The American Thoracic Society has published a new clinical practice guideline to help physicians diagnose primary ciliary dyskinesia (PCD), a rare, chronic disease that affects breathing beginning very early in life.
Primary ciliary dyskinesia is a genetically heterogeneous disorder characterized by motile cilia dysfunction. Clinical manifestations of the disease include chronic upper and lower airway disease, left-right laterality defects and infertility. The severity of the disease varies, and children with PCD are often undiagnosed or misdiagnosed with other breathing problems.
“The clinical symptoms in primary ciliary dyskinesia overlap with many other respiratory diseases in children, making it difficult for physicians to separate children with PCD from children with other common pulmonary issues, such as asthma or recurrent viral infections,” said guideline committee co-chair Adam J. Shapiro, MD, an assistant professor of pediatrics at McGill University and a pediatric pulmonologist at Montreal Children’s Hospital in Canada. “We hope that earlier diagnosis of PCD will result in earlier therapies to protect the respiratory system, which may improve long-term health outcomes.”

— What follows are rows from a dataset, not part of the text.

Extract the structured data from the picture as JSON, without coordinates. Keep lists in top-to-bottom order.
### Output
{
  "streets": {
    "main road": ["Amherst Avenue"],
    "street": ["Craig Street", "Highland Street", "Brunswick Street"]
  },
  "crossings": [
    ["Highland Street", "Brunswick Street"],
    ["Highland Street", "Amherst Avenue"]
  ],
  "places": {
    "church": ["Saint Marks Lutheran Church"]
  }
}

For over four decades, transmission electron microscopy (TEM) has been used to diagnose PCD on the basis of defects in the ciliary axoneme, the central core of the cilium. TEM is not highly sensitive or specific in diagnosing primary ciliary dyskinesia, and several adjuvant diagnostic methods have emerged.

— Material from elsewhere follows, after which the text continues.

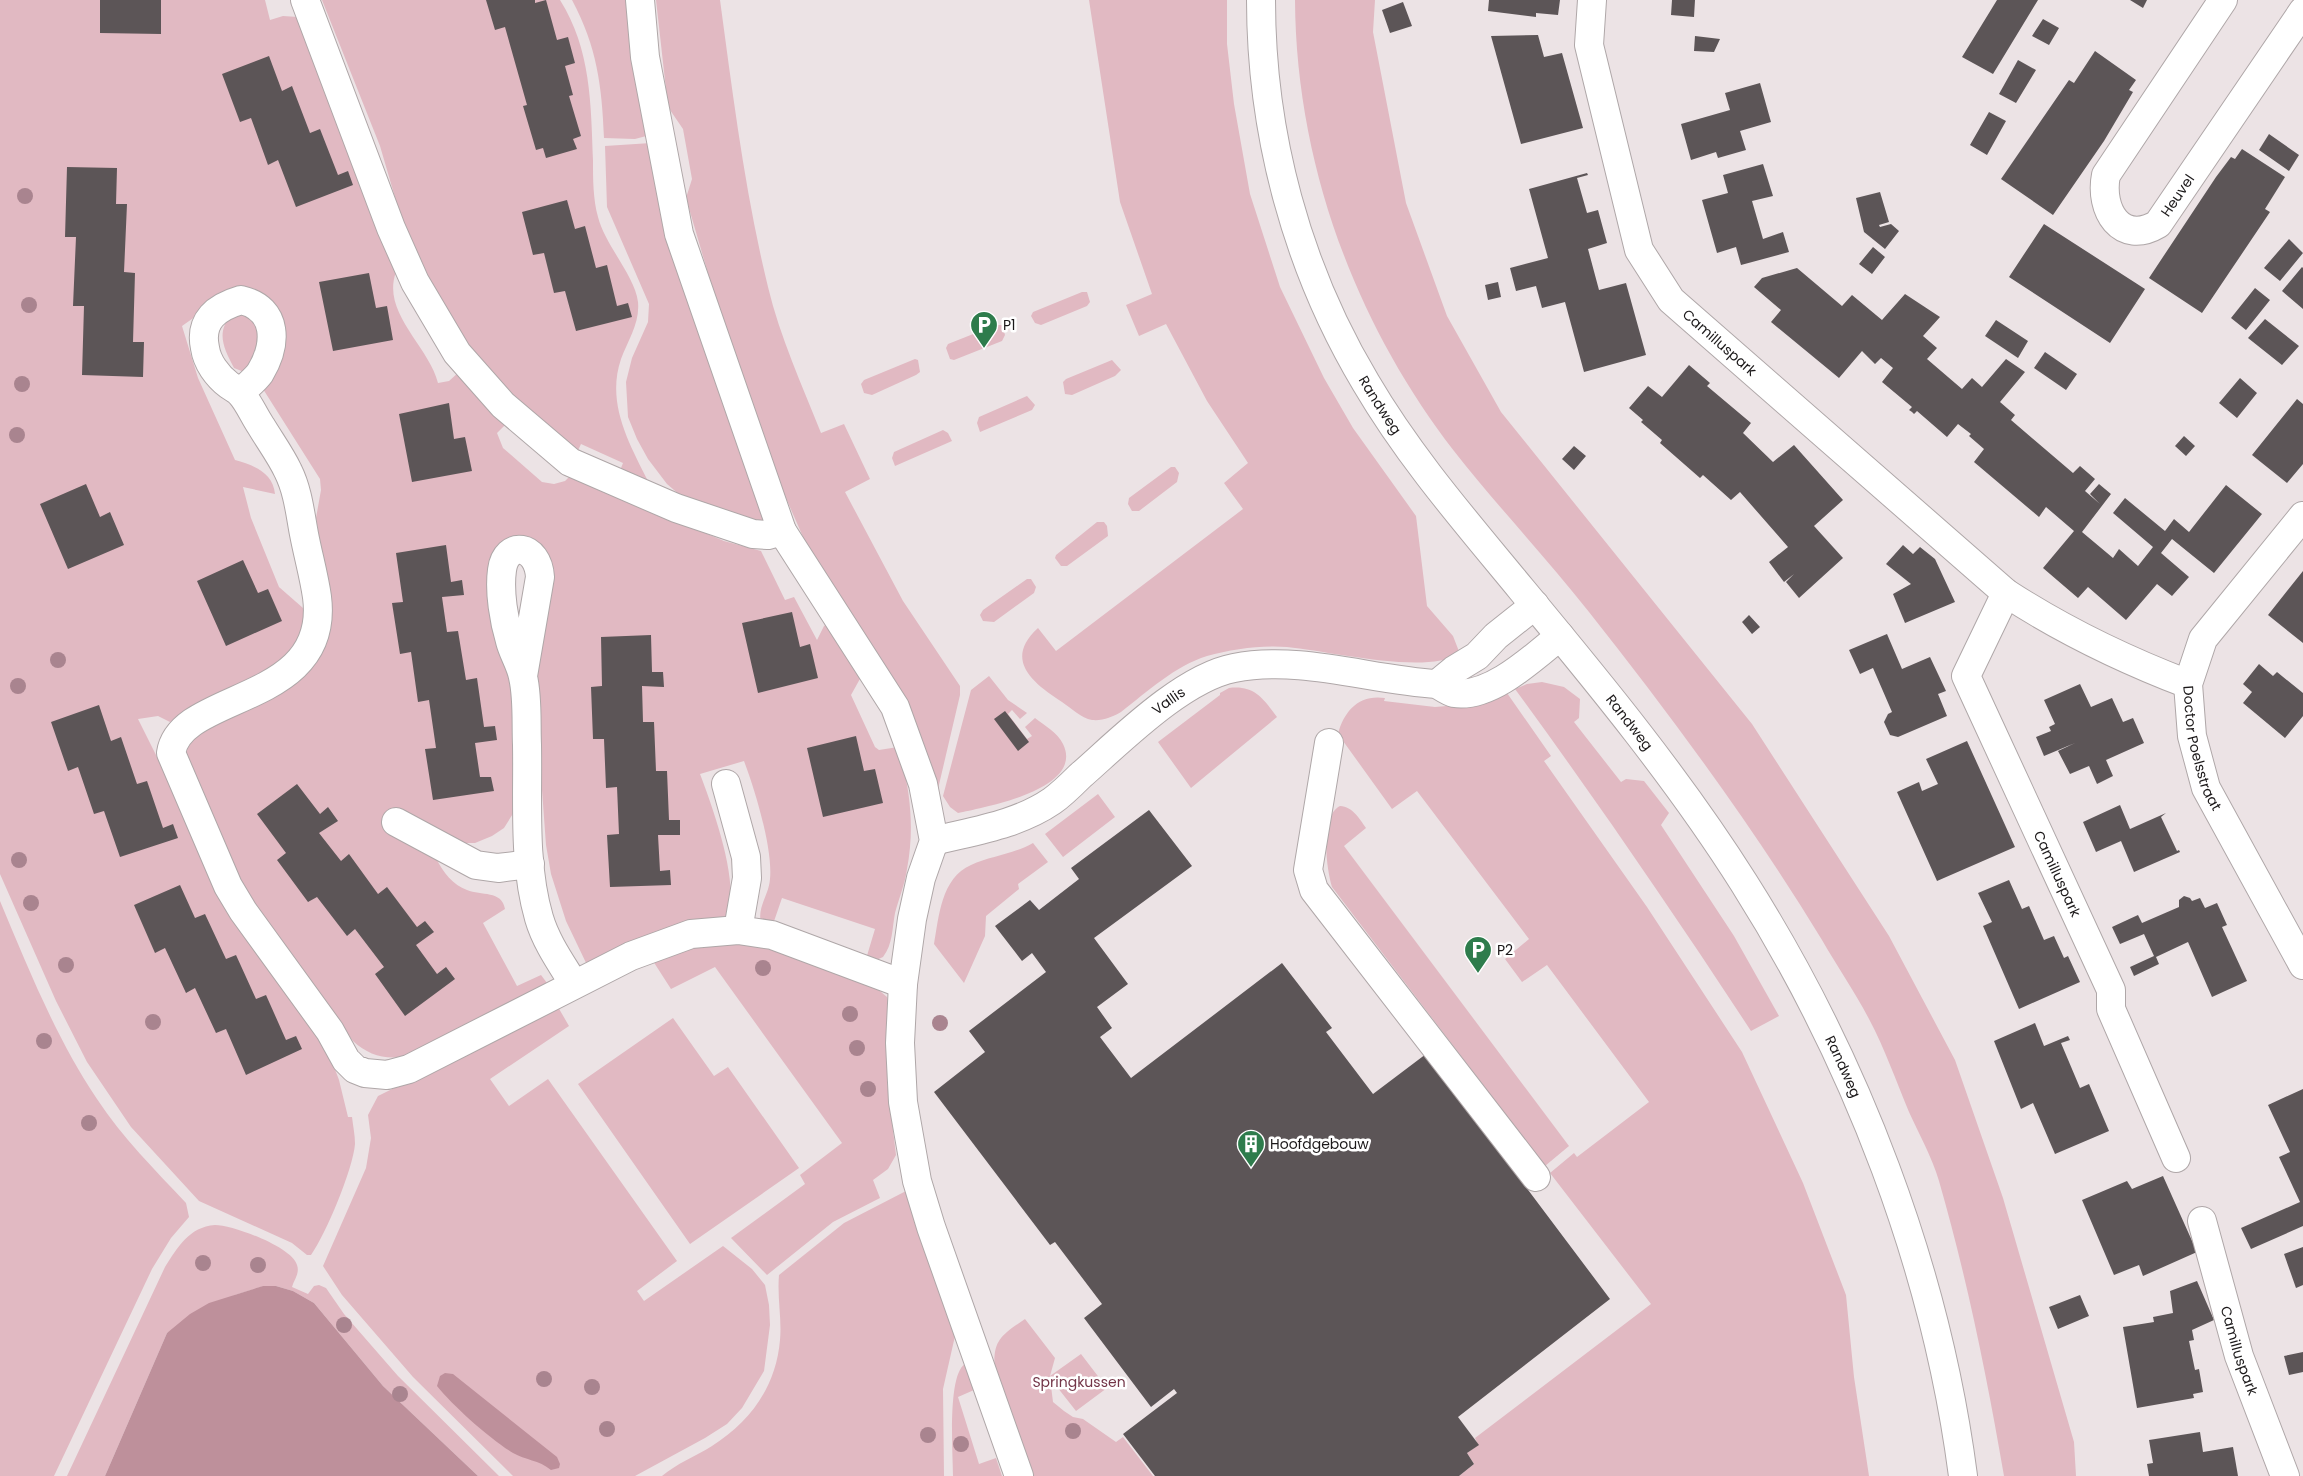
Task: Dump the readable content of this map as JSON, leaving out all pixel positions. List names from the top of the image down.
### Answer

The ATS guideline committee of 30 clinical and scientific experts reviewed studies evaluating four different methods of diagnosing primary ciliary dyskinesia. The committee rated the strength of study findings, along with the certainty of committee members’ recommendations, using the GRADE (Grading of Recommendations, Assessment, Development and Evaluation) system.
To compare the effectiveness of the four methods, the committee considered the diagnostic reference standard TEM and/or genetic testing for known primary ciliary dyskinesia mutations.
Against this reference standard, each method was evaluated based on its ability to diagnose patients with at least two of four key features that have recently been identified as characterizing PCD: 1) year-round, daily, productive (wet) cough; 2) year-round, daily, nonseasonal rhinosinusitis; 3) neonatal respiratory distress syndrome as term newborns; and 4) laterality defects (e.g., situs inversus totalis).
In these patients, the guideline committee suggests:
- Using an extended genetic panel (testing > 12 genes) as a diagnostic test over the reference standard of TEM and/or standard genetic panel (?12 genes) testing (conditional recommendation, moderate certainty of evidence in test accuracy, but very low certainty in the overall evidence).
- Using nasal nitric oxide testing in patients over the age of five, who have tested negative for cystic fibrosis, over the reference standard (conditional recommendation, moderate certainty in test accuracy, but very low certainty in the overall evidence).
- Not using ciliary beat frequency analysis by digital high-speed videomicroscopy as a replacement diagnostic test over the reference standard (conditional recommendation, low certainty in the diagnostic accuracy of the test, and very low certainty in the overall evidence).
- Not using ciliary beat frequency as a diagnostic test over the reference standard (conditional recommendation, low certainty in the diagnostic accuracy of the test, and very low certainty in the overall evidence).
In the absence of a single definitive test for primary ciliary dyskinesia, the committee recommends that a panel of tests be used to make the diagnosis. Even nasal nitric oxide testing, which when conducted properly in appropriate patients appears to have diagnostic accuracy equivalent to TEM and/or genetic testing, should not replace standard tests in all cases, according to the guideline committee.
“Unfortunately, no single test can diagnose all cases of primary ciliary dyskinesia, but the most feasible and accurate tests at present are nasal nitric oxide and genetic testing,” Dr. Shapiro said. “Some patients will need to visit PCD specialty centers to have the proper diagnostic testing performed, and physicians will need to pursue appropriate diagnostic testing on a case-by-case basis, depending upon the available PCD tests and clinical resources in each institution.”